__Required work__:
Search the data for the word "Amalie" and copy every line where it occurs.

__Data provided__:
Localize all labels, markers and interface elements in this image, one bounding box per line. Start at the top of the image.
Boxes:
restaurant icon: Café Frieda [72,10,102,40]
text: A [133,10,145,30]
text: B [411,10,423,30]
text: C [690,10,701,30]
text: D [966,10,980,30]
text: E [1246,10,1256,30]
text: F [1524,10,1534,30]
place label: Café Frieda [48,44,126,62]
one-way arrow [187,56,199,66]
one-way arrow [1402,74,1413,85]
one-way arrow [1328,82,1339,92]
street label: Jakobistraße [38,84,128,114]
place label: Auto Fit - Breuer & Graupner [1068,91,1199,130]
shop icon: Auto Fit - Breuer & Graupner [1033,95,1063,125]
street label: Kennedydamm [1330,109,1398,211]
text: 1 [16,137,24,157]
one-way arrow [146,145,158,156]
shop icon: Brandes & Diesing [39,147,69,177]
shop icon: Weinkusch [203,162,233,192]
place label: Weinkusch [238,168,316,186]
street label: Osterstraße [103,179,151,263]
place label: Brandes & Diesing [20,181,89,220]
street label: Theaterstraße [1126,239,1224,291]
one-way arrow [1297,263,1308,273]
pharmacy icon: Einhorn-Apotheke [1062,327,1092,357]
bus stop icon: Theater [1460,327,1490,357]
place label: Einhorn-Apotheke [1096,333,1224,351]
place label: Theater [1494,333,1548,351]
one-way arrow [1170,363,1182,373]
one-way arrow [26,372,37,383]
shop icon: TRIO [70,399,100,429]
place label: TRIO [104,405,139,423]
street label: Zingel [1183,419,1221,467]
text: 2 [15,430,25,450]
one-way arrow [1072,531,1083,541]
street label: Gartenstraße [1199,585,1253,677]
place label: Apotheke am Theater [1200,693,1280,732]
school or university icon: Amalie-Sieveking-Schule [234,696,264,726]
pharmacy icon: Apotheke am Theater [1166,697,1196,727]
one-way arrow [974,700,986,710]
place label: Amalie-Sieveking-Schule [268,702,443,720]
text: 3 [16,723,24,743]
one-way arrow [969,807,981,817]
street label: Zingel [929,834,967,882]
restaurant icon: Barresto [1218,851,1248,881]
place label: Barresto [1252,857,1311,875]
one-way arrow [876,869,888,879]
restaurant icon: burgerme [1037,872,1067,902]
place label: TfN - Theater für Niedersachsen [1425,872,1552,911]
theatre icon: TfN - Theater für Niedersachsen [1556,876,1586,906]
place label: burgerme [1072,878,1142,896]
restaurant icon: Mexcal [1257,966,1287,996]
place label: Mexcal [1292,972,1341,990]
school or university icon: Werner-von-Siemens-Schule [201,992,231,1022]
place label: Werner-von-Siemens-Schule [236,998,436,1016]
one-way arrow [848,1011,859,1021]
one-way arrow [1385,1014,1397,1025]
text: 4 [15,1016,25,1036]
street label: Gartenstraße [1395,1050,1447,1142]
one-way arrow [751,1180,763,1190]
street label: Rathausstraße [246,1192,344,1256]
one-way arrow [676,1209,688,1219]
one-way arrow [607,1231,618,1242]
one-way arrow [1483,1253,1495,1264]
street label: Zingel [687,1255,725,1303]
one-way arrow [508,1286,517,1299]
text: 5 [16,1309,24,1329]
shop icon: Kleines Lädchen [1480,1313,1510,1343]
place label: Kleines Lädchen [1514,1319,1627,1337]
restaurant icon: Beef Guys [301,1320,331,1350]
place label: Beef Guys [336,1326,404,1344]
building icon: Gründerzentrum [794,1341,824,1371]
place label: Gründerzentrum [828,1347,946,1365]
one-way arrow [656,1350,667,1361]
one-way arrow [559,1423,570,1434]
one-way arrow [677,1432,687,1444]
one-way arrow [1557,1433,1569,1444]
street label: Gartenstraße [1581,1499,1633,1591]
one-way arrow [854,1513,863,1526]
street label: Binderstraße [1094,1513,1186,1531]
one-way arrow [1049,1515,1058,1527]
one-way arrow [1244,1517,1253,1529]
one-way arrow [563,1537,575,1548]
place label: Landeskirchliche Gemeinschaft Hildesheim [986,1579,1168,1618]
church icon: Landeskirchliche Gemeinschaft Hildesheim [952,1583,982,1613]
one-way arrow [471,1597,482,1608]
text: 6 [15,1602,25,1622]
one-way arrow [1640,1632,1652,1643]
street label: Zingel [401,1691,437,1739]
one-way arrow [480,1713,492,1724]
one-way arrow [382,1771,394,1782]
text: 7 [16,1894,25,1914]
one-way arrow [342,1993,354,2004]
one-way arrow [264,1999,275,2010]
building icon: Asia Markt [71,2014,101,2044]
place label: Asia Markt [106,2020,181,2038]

__Solution__:
school or university icon: Amalie-Sieveking-Schule [234,696,264,726]
place label: Amalie-Sieveking-Schule [268,702,443,720]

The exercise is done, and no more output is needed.